Uma “sensibilidade catastrófica”
"Inspirado pelo cosmicismo, Lovecraft concebeu uma cosmologia que, de alguma forma, ecoa na obra de Herzog, cujas representações são as de uma natureza inóspita e desinteressada."
Jamer Guterres de Mello, Lucio Reis Filho e Laura Loguercio Cánepa, pesquisadores
Nas histórias do escritor, o universo não cabe à compreensão humana e quaisquer tentativas nesse sentido levam seus personagens à loucura. Contudo, os filmes do cineasta trazem, com a mesma visão da insignificância humana, um certo conforto, que reside no maravilhamento e na aventura em encarar o desconhecido. Neles, dizem os autores, “os elementos de incompreensão e loucura nos confortam quando o discurso da ciência encontra a montagem das imagens, palavras e sons”, além de, por vezes, encenar situações de contemplação e aventura que acrescentam camadas de fantasia às reflexões que produz em seus filmes.

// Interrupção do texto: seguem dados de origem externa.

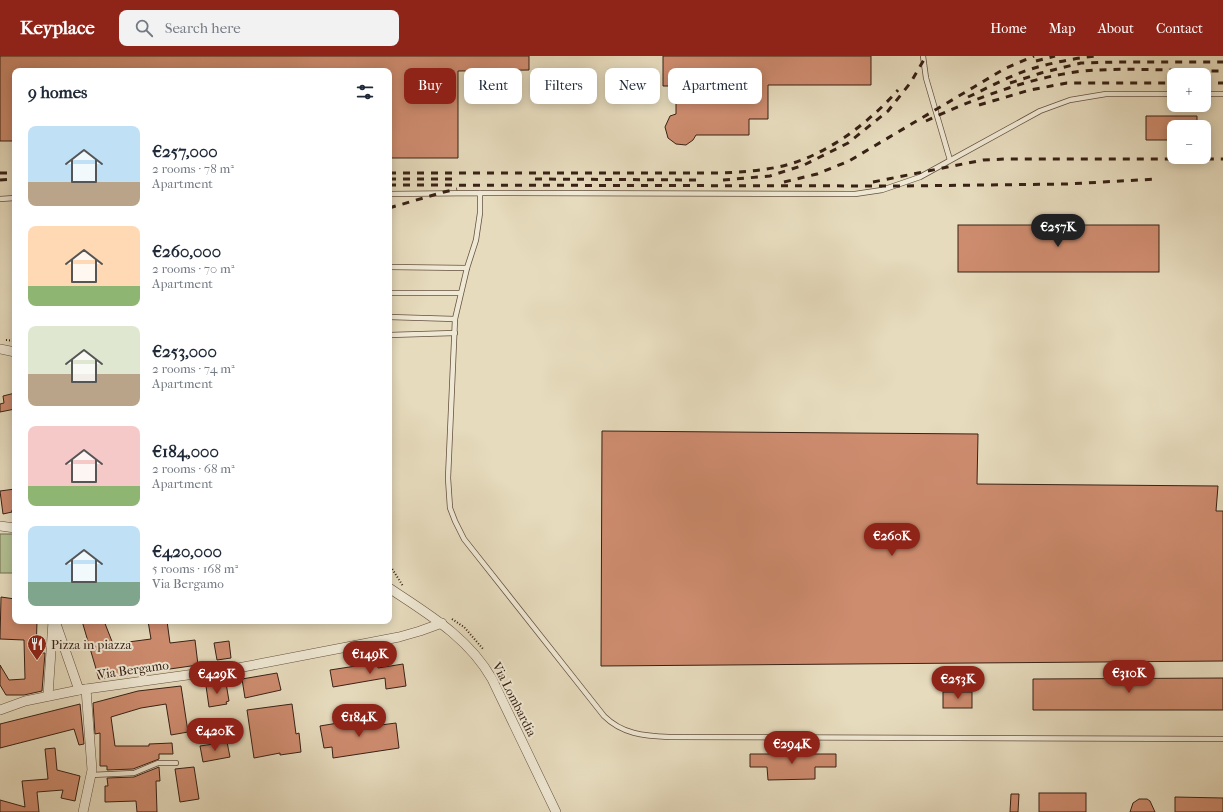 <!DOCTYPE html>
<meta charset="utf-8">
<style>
:root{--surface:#fff;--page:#f2f2f3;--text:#1f2937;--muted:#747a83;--accent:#8f2418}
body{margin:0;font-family:"IM FELL French Canon",serif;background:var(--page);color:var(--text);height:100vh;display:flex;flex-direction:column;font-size:15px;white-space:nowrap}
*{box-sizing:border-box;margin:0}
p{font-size:13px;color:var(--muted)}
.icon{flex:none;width:22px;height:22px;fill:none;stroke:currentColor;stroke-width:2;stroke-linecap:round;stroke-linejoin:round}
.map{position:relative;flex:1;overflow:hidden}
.details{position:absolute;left:12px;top:12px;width:380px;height:556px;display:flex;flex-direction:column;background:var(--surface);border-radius:8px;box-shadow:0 2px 10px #0003}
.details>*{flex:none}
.guide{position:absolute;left:404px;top:12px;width:380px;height:36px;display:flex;gap:8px}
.controls{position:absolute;left:1167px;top:12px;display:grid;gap:8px}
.controls a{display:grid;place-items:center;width:44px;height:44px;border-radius:8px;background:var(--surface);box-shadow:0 2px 10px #0003;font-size:20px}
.price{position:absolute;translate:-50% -34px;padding:0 9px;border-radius:14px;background:var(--accent);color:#fff;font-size:13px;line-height:26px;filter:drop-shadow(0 1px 2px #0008)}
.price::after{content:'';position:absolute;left:50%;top:24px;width:12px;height:9px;margin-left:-6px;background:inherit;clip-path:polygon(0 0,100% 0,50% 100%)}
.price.selected{background:#222;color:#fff}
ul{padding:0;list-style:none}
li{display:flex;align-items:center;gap:12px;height:100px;padding:0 16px}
li span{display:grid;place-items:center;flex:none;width:112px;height:80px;border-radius:8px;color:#555}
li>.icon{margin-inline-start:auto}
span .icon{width:48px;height:48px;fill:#fffc;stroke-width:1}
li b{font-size:17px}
h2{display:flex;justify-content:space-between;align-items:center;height:48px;padding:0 16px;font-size:17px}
.tag{padding:0 14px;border-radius:8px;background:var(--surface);box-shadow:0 2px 10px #0003;font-size:14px;line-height:36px}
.tag.selected{background:var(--accent);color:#fff}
header{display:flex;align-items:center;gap:24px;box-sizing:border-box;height:56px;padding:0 20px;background:var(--accent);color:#fff}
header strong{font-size:19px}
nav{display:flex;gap:22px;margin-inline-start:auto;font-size:14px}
.search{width:280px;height:36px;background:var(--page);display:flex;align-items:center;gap:10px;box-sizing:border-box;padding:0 14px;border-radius:8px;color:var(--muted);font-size:15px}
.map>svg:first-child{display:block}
</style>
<header>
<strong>Keyplace</strong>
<div class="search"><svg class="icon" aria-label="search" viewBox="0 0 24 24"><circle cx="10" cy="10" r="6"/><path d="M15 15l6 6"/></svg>Search here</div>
<nav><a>Home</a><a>Map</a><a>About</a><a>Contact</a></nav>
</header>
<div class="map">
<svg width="1223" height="756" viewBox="0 0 1223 756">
<rect width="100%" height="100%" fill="#e6dbbd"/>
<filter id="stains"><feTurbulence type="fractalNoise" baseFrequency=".005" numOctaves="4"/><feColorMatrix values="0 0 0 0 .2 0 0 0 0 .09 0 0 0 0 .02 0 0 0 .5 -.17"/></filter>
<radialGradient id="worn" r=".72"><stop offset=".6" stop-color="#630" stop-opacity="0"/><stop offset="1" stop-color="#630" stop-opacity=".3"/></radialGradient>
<rect fill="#b3c193" stroke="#767154" x="0" y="478" width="15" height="39"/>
<g fill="#ce8c6f" stroke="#382115">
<polygon points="0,0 529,0 529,14 458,15 458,102 389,102 389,15 15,15 15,85 0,85"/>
<polygon points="663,0 871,0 871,29 768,29 768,63 749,63 749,79 696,79 693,84 686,89 676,88 668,82 665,71 670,60 676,58 676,30 663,30"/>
<polygon points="1146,60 1197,60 1197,71 1174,71 1174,84 1146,84"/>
<rect x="958" y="169" width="201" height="47"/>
<polygon points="15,337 15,353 0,356 0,348 4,347 3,340"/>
<polygon points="602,375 978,378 977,428 1218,430 1216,455 1223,455 1223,605 601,610"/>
<polygon points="15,433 15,454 12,454 12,456 3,458 0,435"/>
<polygon points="1,541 15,543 15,565 37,565 36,597 45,597 42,635 24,639 6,639 0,629 0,609 9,624 25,623 24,584 0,583"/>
<polygon points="82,565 104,565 113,588 151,583 148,565 167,565 170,587 195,584 198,609 99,623"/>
<polygon points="229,585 231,602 217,604 214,587"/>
<polygon points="377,605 378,612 403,608 406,630 386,633 385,622 333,631 330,614 369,608 368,607"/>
<polygon points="277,617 281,634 245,642 242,623"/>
<polygon points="1223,622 1223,654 1033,654 1033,623"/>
<polygon points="226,627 229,645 226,646 227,648 209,651 206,630"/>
<polygon points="181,630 188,676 171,679 166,648 141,652 111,661 115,690 149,690 149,688 172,687 173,698 159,698 159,703 133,713 107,714 107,710 100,710 100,677 95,678 93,647 138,635"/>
<rect x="943" y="636" width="29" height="16"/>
<polygon points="80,648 84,688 79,689 74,673 0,692 0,668"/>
<polygon points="292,648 296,678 299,677 301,696 280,699 280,697 254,702 247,654"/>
<polygon points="356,664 358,672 396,667 399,692 333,702 332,691 324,692 320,670"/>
<polygon points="227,686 230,701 203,706 200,690"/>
<polygon points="55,692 57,714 80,720 75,745 61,742 63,734 37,736 39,756 0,756 0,744 25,751 22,725 48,723 45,693"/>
<polygon points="750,698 836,698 836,711 815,711 815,723 768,724 767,711 750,711"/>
<polygon points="159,711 160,725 156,725 157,756 137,756 136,745 105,746 105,730 108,730 107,722 134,721"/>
<polygon points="194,711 199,743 180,746 175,713"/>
<rect x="1039" y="737" width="47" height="19"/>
<polygon points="1011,738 1019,738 1018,756 1010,756"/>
<polygon points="1175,741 1223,742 1223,756 1175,756"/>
<polygon points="1139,743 1147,743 1150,745 1155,756 1130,756 1133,747"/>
</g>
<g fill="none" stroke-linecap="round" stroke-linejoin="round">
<g stroke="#64503f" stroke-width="6">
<g id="lane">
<polyline points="923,0 926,22 950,104"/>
<polyline points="1204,38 1223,38"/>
<polyline points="480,137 855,138 882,134 920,121 1040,55 1070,44 1106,38 1174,38"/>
<path d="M389 138 480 137V157L476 184 467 212 455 263 448 422 450 452 455 465 464 483 604 660C622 678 644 680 669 681L1223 683"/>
<polyline points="0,143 15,142"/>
<polyline points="389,211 467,212"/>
<polyline points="389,237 460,237"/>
<polyline points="389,261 455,263"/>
<polyline points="389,279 455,277"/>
<polyline points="91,719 134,717 158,707 176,707"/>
</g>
</g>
<g stroke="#64503f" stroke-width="10">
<g id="street">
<polyline points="0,293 15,296"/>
<polyline points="0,470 15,472"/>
<path d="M389 532C428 558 468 581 492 623L556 756"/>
<polyline points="55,565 79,634"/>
<polyline points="48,640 53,565"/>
<polyline points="0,654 25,645 79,634 238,612 399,581 420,575 442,567"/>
<polyline points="83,756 92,714 86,633"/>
</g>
</g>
<g stroke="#382115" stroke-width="2" stroke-dasharray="1 2" stroke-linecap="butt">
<polyline points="6,284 15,285"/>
<polyline points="389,508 403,530"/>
<polyline points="452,563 464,571 484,594"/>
</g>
<use href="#lane" stroke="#efe8d4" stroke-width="4.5"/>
<use href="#street" stroke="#efe8d4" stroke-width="9"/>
<g stroke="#382115" stroke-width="3" stroke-dasharray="7 7" stroke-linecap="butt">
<polyline points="1036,5 1055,0"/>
<polyline points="1010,27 1041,17 1081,7 1119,6 1223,6"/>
<polyline points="1204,27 1223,27"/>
<path d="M968 41C992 30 1016 16 1042 10 1060 5 1078 2 1096 0"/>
<polyline points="979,49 1030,34 1067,27 1174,27"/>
<path d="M926 65C975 42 1043 16 1098 14 1139 12 1181 15 1223 15"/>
<polyline points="0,117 15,117"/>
<path d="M389 117H722C741 116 759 115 778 111 823 102 868 68 898 34"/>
<polyline points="389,123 459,123"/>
<polyline points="535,123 699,124"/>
<polyline points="0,124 15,123"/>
<polyline points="723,124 770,120 804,109 848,87 888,55 911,26 926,0"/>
<polyline points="784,126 817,118 849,105 974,31 1004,13 1034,0"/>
<polyline points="873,126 983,104 1006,103 1223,103"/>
<polyline points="389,129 903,130 1067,128 1157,123"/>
<polyline points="389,152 444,136 457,133"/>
</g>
</g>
<defs>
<g id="restaurant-pin" transform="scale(1)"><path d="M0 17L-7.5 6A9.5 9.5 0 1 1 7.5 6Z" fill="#8f2418" stroke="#efe8d4"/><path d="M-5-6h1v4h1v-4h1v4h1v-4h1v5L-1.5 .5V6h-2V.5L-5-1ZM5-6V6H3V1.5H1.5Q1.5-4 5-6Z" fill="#fff"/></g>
</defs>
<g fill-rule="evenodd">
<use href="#restaurant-pin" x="37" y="588"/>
</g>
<g text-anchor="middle" stroke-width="4" stroke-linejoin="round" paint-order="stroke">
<g font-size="13" fill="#382115" stroke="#efe8d4" text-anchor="start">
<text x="51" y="593">Pizza in piazza</text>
</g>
<g font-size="13" fill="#382115" stroke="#efe8d4">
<text transform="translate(133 613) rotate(-8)" y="5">Via Bergamo</text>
<text transform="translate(515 643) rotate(63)" y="5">Via Lombardia</text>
</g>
</g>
<rect width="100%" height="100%" filter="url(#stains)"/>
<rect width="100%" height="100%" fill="url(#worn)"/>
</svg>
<div class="controls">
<a>+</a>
<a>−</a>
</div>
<b class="price selected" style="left:1058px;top:192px">€257K</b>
<b class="price" style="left:892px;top:501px">€260K</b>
<b class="price" style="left:370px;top:619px">€149K</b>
<b class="price" style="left:1129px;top:638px">€310K</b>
<b class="price" style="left:217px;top:639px">€429K</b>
<b class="price" style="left:958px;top:644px">€253K</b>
<b class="price" style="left:359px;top:682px">€184K</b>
<b class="price" style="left:215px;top:696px">€420K</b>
<b class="price" style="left:792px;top:709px">€294K</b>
<div class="guide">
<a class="tag selected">Buy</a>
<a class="tag">Rent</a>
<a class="tag">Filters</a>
<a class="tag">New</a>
<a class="tag">Apartment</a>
</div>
<section class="details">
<h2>9 homes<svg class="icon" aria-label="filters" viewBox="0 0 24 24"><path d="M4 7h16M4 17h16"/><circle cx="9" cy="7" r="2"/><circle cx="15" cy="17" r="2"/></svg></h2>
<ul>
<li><span style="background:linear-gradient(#bfe0f5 70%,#b9a48a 0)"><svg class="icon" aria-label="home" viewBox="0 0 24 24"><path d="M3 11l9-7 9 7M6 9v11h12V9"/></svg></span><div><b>€257,000</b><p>2 rooms · 78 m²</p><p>Apartment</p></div></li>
<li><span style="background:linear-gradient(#ffd9b3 75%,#8fb573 0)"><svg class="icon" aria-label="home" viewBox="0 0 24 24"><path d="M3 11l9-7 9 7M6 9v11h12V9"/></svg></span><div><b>€260,000</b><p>2 rooms · 70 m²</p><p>Apartment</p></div></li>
<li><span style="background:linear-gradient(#dfe7d0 60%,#b9a48a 0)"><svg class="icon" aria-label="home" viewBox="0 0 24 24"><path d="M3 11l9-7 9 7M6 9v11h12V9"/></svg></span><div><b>€253,000</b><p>2 rooms · 74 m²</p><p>Apartment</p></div></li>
<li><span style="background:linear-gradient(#f6c9c9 75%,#8fb573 0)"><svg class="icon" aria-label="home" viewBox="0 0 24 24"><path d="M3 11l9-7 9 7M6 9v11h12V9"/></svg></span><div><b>€184,000</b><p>2 rooms · 68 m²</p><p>Apartment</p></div></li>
<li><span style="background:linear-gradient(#bfe0f5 70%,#7fa58c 0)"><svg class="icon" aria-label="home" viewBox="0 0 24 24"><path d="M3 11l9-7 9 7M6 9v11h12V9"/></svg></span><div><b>€420,000</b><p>5 rooms · 168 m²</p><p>Via Bergamo</p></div></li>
</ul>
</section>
</div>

Nos documentários de Herzog, os tropos do horror, o imaginário apocalíptico, as representações de uma natureza hostil e o universo não-antropocêntrico nos permitem reconsiderar a dimensão do conhecimento e impacto humano na natureza. Lovecraft, por sua vez, emprega a linguagem acadêmica e jornalística para construir “uma voz em prosa que explode em horror febril e adjetivo”. Assim, ambos os autores propõem um exercício especulativo de vislumbrar experiências que vão além do mundo objetivo, desvelando os limites da compreensão humana por meio de uma “sensibilidade catastrófica”, como definem os pesquisadores, que por sua vez é expressa pela conciliação entre discurso científico e literário.
Revista Rumores
A RuMoRes – Revista Online de Comunicação, Linguagem e Mídias é uma publicação semestral que, desde 2007, faz parte da Rede de Pesquisa em Cultura Midiática – Metacrítica, dispondo-se a divulgar investigações e reflexões desta área de pesquisa. Seu foco é a natureza da crítica de mídia, os lugares onde ela se encontra e os sujeitos que a praticam, bem como as perspectivas teóricas que os orientam. Para isso, são aceitos tanto as críticas de obras audiovisuais quanto trabalhos que discutem os métodos, objetos e motivações da crítica (metacrítica).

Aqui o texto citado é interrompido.